*Goal of the exercise*.
Lines from the beginning of the entries up to and including the one with "ctx.lineCap = dash ? 'butt' : 'round';" must be duplicated word for word; leave out all others.

*Exercise materials*.
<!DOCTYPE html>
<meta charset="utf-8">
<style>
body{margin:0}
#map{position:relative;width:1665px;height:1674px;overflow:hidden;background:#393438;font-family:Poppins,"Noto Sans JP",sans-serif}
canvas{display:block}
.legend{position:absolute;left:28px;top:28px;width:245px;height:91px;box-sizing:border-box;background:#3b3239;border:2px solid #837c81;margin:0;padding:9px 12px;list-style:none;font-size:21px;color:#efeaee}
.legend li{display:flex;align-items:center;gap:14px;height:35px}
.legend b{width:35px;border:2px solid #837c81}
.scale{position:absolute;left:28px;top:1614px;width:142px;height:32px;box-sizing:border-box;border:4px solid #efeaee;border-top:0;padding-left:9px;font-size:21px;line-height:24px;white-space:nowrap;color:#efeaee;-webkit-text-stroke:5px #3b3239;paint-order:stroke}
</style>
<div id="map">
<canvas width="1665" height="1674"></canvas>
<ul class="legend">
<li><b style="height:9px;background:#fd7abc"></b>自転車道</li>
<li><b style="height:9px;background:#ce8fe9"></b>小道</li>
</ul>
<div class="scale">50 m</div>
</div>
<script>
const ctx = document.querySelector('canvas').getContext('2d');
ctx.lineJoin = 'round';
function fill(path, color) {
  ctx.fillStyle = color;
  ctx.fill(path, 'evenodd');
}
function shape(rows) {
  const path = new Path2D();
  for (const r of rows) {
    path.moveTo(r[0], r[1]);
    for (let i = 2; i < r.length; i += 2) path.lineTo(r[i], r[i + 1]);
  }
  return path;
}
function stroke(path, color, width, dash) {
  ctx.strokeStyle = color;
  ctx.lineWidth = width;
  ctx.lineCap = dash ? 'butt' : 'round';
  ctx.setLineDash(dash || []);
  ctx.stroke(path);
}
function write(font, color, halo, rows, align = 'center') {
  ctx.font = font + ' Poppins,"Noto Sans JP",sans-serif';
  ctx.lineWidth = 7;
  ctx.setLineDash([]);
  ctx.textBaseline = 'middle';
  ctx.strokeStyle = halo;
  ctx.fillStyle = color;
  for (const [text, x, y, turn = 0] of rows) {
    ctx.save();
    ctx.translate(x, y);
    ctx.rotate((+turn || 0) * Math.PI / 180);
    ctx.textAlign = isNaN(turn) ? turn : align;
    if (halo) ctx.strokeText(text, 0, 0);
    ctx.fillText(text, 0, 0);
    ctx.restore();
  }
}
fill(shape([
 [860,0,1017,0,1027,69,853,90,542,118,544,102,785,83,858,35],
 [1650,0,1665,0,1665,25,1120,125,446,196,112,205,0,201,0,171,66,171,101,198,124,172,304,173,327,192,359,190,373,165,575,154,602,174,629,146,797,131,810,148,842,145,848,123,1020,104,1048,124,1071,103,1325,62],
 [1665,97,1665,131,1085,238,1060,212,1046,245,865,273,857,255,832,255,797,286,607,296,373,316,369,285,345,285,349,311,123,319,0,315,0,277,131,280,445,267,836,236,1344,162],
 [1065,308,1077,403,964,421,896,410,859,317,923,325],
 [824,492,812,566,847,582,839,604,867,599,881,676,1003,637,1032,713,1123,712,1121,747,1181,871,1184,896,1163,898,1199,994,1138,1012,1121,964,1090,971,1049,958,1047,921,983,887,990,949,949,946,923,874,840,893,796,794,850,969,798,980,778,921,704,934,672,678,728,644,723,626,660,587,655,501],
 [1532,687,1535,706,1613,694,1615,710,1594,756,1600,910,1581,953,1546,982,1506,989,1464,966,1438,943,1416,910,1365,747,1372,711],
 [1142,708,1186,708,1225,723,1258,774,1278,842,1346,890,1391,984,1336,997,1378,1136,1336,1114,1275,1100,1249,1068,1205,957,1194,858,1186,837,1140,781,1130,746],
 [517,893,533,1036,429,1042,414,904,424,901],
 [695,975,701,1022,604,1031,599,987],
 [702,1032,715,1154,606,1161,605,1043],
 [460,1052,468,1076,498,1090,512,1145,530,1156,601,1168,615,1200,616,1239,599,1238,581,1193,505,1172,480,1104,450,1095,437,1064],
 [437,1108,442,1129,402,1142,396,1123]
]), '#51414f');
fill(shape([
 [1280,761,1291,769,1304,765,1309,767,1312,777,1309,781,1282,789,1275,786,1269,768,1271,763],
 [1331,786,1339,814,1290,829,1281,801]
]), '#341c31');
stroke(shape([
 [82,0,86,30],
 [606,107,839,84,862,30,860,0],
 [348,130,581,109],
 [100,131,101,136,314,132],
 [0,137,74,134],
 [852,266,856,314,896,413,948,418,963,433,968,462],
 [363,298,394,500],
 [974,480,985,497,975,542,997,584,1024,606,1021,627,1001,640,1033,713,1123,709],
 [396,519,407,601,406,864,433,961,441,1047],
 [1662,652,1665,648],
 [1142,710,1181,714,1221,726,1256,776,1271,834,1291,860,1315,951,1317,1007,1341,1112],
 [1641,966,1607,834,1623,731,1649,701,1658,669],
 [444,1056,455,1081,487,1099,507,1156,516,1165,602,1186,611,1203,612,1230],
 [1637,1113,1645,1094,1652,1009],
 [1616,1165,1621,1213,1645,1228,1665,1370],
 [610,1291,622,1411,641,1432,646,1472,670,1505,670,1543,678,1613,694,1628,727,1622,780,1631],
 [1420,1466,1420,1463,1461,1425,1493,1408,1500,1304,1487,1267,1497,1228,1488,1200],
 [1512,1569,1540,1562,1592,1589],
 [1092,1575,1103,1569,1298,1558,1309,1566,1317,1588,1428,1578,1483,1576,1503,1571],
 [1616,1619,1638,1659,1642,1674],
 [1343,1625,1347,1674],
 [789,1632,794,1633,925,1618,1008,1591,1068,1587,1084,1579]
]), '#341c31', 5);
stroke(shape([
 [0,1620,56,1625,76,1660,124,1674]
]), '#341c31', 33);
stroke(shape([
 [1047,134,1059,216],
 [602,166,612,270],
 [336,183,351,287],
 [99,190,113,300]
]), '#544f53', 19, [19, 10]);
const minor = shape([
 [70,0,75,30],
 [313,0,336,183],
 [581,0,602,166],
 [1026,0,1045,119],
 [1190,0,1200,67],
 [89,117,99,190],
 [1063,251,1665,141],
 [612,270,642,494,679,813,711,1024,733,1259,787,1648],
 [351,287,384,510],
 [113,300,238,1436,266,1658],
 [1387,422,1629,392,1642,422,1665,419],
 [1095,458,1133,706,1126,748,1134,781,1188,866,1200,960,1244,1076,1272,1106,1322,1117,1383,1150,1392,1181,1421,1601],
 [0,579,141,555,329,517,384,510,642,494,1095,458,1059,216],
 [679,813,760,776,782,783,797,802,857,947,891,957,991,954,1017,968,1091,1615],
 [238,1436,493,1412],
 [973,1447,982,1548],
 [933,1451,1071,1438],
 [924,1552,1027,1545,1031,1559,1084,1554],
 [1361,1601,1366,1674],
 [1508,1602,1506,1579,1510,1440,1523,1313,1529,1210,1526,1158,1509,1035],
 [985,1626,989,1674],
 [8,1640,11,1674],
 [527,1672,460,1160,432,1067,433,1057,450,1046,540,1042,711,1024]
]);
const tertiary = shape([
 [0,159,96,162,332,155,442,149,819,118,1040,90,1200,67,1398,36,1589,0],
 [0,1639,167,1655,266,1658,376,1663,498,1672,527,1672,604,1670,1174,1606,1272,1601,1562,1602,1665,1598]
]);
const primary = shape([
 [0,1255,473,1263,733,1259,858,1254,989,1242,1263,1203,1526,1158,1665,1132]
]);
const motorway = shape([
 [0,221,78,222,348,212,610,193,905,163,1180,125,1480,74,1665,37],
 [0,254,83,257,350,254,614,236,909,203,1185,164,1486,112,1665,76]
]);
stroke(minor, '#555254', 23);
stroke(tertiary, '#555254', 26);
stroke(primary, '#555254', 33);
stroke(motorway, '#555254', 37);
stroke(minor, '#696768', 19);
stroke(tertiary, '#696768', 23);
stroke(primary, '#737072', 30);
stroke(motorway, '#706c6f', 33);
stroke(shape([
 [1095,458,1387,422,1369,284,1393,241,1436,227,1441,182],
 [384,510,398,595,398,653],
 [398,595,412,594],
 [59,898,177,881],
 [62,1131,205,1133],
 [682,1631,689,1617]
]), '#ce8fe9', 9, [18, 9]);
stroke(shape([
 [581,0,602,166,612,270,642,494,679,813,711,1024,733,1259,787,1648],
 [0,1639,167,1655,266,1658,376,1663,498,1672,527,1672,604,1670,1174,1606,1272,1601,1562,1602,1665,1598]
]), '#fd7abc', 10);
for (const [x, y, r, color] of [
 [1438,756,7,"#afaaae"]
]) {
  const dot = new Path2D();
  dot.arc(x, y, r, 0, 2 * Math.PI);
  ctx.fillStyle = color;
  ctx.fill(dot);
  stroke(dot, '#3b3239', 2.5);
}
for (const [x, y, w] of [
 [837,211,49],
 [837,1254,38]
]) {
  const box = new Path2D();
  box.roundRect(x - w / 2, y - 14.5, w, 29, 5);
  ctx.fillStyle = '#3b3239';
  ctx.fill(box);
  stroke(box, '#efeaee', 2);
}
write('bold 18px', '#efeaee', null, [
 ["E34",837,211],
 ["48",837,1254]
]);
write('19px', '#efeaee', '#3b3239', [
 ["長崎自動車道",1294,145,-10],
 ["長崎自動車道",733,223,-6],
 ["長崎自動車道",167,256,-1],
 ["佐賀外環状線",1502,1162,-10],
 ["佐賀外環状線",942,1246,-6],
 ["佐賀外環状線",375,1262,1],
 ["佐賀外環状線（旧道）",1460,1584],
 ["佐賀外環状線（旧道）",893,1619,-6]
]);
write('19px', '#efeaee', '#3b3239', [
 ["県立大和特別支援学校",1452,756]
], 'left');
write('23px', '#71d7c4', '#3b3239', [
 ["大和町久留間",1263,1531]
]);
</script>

*Answer space*.
<!DOCTYPE html>
<meta charset="utf-8">
<style>
body{margin:0}
#map{position:relative;width:1665px;height:1674px;overflow:hidden;background:#393438;font-family:Poppins,"Noto Sans JP",sans-serif}
canvas{display:block}
.legend{position:absolute;left:28px;top:28px;width:245px;height:91px;box-sizing:border-box;background:#3b3239;border:2px solid #837c81;margin:0;padding:9px 12px;list-style:none;font-size:21px;color:#efeaee}
.legend li{display:flex;align-items:center;gap:14px;height:35px}
.legend b{width:35px;border:2px solid #837c81}
.scale{position:absolute;left:28px;top:1614px;width:142px;height:32px;box-sizing:border-box;border:4px solid #efeaee;border-top:0;padding-left:9px;font-size:21px;line-height:24px;white-space:nowrap;color:#efeaee;-webkit-text-stroke:5px #3b3239;paint-order:stroke}
</style>
<div id="map">
<canvas width="1665" height="1674"></canvas>
<ul class="legend">
<li><b style="height:9px;background:#fd7abc"></b>自転車道</li>
<li><b style="height:9px;background:#ce8fe9"></b>小道</li>
</ul>
<div class="scale">50 m</div>
</div>
<script>
const ctx = document.querySelector('canvas').getContext('2d');
ctx.lineJoin = 'round';
function fill(path, color) {
  ctx.fillStyle = color;
  ctx.fill(path, 'evenodd');
}
function shape(rows) {
  const path = new Path2D();
  for (const r of rows) {
    path.moveTo(r[0], r[1]);
    for (let i = 2; i < r.length; i += 2) path.lineTo(r[i], r[i + 1]);
  }
  return path;
}
function stroke(path, color, width, dash) {
  ctx.strokeStyle = color;
  ctx.lineWidth = width;
  ctx.lineCap = dash ? 'butt' : 'round';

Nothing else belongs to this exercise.